Records:
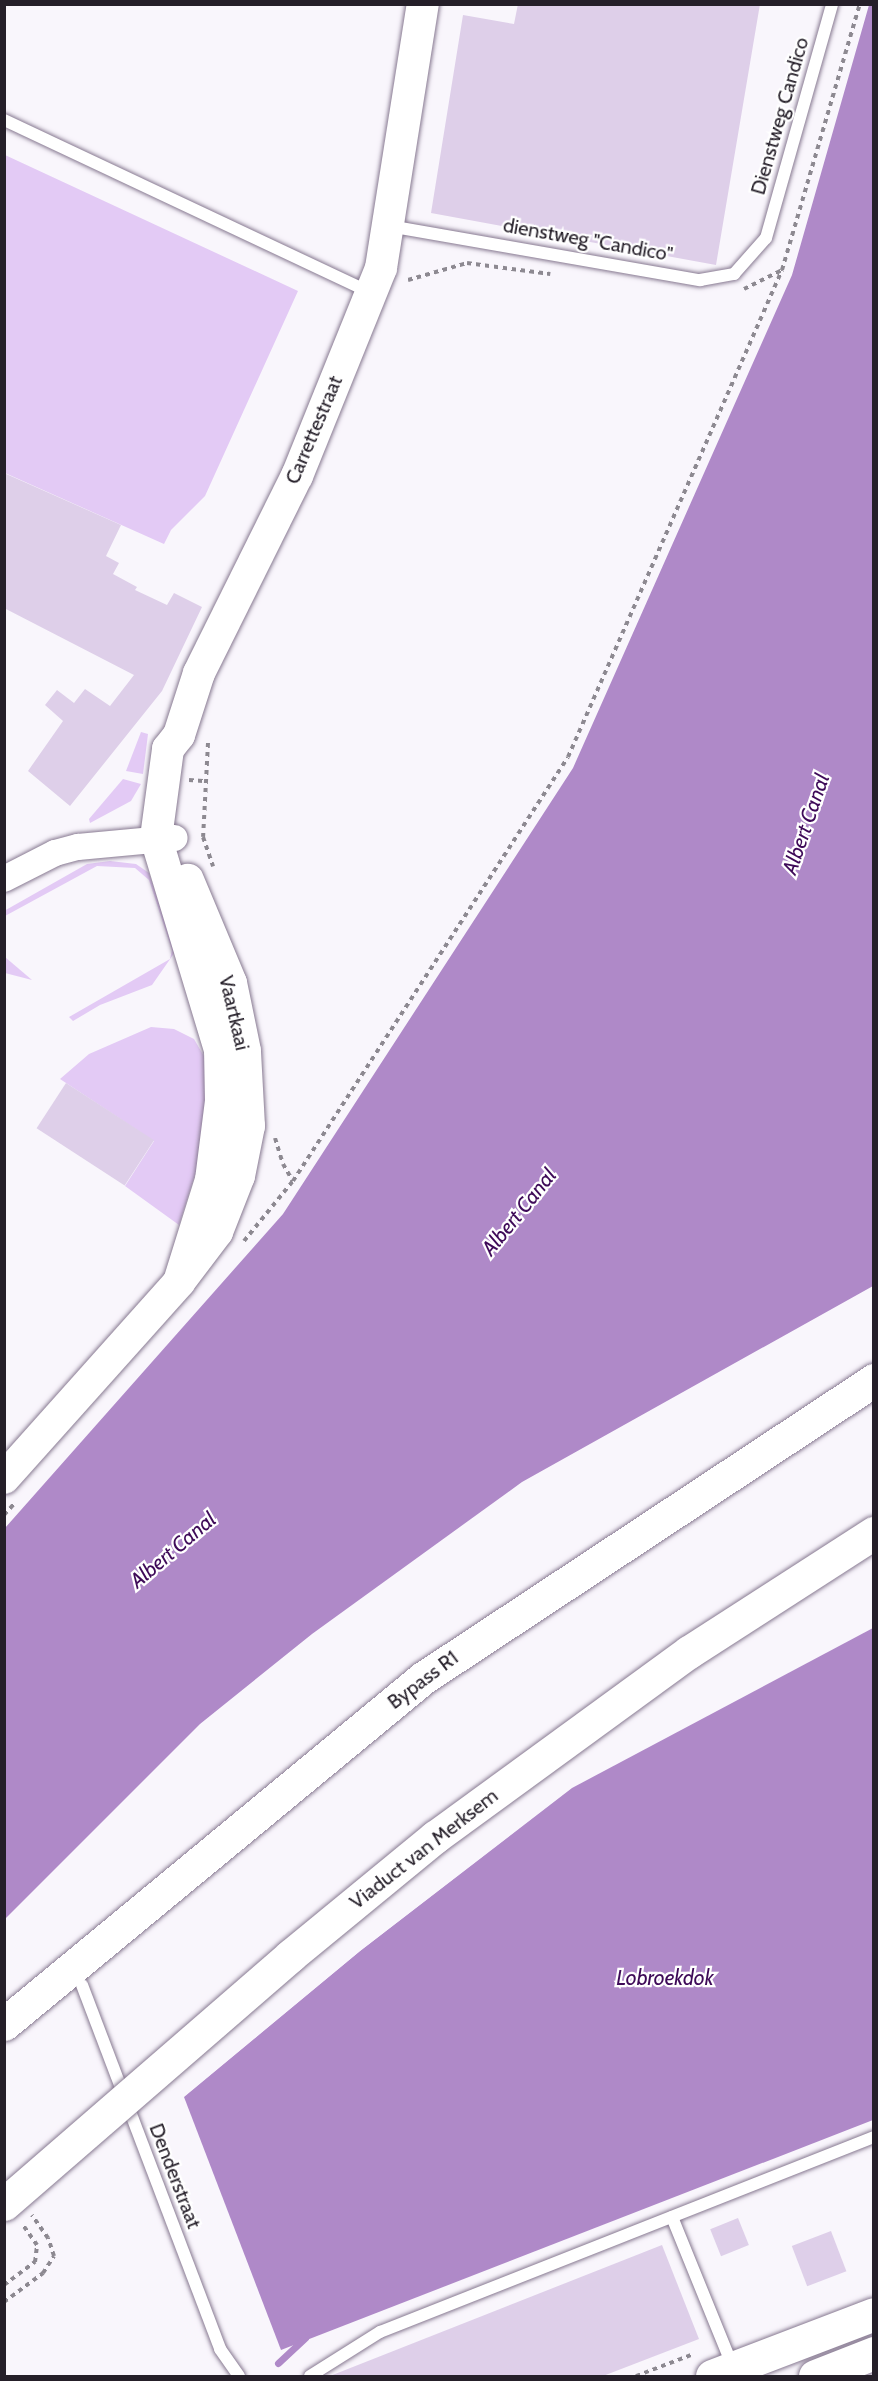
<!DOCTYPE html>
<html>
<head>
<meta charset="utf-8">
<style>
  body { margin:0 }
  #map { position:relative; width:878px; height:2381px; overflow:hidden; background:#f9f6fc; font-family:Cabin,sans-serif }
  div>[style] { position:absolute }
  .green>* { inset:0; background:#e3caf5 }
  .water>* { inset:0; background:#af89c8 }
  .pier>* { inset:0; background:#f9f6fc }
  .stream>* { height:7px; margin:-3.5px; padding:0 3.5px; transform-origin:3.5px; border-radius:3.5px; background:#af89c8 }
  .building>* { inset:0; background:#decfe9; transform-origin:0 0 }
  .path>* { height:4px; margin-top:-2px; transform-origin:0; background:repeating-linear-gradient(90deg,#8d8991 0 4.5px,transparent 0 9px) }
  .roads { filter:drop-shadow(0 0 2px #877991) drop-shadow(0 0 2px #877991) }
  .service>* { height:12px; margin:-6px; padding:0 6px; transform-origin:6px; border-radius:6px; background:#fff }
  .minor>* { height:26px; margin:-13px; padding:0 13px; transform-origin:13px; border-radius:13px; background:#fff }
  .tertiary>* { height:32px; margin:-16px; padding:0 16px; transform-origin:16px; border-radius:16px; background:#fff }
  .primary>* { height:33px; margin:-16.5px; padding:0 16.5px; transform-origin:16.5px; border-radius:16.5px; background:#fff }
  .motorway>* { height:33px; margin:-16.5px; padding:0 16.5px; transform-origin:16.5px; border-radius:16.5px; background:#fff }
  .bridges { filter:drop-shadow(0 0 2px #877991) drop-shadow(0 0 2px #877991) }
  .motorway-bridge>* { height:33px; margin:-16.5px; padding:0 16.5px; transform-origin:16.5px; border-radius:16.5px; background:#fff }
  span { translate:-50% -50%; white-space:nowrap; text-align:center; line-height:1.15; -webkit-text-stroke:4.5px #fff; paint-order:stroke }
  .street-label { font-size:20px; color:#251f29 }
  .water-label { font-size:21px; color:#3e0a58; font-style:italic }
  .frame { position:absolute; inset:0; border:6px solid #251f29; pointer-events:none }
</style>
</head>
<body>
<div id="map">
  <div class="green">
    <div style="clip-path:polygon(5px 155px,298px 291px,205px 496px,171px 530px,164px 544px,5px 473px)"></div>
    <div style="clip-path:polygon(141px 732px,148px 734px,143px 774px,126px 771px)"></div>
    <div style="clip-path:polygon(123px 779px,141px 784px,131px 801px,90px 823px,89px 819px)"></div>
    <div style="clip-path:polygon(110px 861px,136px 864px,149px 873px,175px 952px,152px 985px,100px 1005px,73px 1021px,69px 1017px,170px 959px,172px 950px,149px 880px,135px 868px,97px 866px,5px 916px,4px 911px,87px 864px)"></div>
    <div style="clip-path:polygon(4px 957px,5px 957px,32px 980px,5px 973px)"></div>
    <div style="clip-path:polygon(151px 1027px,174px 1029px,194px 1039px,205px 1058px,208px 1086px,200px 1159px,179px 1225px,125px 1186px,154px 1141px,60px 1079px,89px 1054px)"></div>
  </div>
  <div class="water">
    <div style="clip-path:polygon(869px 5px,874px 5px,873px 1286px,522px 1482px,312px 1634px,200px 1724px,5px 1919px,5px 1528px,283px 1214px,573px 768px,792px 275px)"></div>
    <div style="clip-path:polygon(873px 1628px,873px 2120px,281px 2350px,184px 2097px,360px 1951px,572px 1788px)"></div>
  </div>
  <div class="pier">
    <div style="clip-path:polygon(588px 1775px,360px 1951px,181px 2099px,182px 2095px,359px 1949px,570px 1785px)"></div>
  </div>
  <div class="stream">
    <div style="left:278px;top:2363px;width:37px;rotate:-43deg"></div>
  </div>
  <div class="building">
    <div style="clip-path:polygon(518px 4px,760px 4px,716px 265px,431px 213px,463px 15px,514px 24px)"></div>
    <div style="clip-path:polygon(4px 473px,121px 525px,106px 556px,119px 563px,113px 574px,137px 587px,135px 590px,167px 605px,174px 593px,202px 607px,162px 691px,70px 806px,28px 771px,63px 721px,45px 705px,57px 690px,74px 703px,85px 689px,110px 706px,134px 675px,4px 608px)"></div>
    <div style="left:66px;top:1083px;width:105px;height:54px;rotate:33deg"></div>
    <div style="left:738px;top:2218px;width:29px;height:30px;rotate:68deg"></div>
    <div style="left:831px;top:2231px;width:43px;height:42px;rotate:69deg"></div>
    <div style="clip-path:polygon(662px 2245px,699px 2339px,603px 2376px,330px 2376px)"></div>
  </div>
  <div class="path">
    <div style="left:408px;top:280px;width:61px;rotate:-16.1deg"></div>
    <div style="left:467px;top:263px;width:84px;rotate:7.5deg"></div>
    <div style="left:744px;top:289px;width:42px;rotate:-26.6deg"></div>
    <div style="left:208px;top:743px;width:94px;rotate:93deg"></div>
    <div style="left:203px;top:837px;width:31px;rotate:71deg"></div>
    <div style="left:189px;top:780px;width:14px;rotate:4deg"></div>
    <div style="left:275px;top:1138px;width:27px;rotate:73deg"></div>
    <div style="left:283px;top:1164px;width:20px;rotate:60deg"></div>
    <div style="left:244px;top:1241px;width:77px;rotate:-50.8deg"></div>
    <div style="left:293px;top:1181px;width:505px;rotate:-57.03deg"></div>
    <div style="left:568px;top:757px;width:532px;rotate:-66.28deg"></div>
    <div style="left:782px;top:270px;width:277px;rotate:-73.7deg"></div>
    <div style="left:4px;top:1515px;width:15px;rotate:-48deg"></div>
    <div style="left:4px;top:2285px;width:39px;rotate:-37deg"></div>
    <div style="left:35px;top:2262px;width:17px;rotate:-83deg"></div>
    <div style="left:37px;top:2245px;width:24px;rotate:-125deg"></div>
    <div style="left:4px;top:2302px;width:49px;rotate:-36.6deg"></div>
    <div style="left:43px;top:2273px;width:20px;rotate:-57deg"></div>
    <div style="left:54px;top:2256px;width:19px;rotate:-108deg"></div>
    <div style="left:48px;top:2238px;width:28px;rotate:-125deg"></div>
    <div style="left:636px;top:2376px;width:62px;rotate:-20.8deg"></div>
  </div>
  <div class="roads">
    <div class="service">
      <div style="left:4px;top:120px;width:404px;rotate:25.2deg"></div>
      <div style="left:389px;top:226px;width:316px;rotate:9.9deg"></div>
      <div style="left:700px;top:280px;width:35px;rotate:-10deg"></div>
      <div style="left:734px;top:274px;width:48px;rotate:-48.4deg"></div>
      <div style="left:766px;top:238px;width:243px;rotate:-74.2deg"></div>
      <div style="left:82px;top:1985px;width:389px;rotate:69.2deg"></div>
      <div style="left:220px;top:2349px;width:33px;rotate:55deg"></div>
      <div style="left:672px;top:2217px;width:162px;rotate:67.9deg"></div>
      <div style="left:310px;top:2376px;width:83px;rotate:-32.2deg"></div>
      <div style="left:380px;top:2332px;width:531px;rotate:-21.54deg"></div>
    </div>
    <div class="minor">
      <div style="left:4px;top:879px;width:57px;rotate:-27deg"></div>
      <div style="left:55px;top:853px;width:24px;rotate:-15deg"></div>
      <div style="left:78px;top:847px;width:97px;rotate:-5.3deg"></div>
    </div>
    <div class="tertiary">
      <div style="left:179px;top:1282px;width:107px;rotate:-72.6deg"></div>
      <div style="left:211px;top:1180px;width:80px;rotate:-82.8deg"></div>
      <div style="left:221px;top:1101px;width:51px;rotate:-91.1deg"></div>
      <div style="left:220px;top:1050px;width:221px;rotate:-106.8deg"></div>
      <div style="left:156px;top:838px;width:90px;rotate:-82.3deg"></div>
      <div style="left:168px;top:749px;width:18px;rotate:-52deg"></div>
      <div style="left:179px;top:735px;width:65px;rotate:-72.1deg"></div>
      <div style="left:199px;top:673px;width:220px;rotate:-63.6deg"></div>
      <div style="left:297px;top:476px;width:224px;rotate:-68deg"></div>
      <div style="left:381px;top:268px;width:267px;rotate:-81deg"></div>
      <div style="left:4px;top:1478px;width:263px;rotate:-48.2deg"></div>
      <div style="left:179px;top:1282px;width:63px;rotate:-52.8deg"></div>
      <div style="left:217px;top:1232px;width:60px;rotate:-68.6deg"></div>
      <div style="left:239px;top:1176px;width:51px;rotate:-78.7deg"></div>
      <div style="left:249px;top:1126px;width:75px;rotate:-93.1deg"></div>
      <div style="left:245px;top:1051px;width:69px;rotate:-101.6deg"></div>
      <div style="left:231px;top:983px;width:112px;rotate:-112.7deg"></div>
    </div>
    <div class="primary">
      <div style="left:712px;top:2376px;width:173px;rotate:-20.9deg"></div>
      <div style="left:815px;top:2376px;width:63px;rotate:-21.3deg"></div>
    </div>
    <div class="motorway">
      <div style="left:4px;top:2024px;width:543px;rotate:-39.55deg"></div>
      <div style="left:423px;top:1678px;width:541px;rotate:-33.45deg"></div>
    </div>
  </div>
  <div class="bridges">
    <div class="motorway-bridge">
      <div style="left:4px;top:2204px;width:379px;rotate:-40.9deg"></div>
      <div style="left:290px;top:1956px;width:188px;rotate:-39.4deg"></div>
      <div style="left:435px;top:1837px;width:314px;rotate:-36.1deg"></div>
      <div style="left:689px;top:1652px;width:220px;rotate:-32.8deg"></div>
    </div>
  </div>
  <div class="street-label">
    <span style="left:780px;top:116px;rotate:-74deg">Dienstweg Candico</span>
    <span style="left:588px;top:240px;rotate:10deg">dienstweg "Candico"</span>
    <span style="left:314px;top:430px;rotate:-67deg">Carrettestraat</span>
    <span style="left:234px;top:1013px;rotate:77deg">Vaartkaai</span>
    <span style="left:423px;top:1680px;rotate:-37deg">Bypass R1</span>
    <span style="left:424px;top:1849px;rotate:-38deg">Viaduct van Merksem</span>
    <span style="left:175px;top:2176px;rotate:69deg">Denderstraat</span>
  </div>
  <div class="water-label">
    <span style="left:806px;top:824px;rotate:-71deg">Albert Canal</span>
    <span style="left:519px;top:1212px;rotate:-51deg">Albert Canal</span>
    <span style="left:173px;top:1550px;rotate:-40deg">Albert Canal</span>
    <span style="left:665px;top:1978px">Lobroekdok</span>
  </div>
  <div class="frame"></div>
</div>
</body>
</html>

Aim of the exercise: Your answer should consist of all lines in the listing above that contain "pier".

Answer to the problem:
  .pier>* { inset:0; background:#f9f6fc }
  <div class="pier">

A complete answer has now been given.